**Task inputs**
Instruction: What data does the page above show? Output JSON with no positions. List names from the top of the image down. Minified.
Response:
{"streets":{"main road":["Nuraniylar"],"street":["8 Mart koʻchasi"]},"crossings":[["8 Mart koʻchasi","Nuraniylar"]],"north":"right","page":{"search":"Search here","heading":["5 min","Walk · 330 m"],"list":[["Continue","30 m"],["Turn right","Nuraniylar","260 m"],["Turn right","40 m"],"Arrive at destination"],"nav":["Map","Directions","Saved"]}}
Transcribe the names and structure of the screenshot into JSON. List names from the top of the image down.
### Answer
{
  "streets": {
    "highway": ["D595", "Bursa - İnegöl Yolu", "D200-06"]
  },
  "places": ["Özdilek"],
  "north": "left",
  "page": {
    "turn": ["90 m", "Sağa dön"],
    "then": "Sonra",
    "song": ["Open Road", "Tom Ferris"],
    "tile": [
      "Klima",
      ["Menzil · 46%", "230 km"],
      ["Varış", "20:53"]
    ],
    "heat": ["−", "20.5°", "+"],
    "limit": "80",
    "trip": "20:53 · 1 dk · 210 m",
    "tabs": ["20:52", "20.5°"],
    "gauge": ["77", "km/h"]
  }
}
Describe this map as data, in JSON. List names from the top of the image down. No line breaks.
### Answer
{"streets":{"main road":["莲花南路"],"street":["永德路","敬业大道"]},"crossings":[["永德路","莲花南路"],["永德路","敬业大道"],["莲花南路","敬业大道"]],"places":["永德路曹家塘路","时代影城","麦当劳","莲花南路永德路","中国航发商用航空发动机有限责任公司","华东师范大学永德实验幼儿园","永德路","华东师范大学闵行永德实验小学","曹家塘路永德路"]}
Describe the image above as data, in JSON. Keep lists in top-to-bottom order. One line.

**Directions**
Scan the material above for the word "down", and copy every line in which it is found.

**Response to this exercise**
Instruction: What data does the page above show? Output JSON with no positions. List names from the top of the image down. Minified.
Transcribe the names and structure of the screenshot into JSON. List names from the top of the image down.
Describe this map as data, in JSON. List names from the top of the image down. No line breaks.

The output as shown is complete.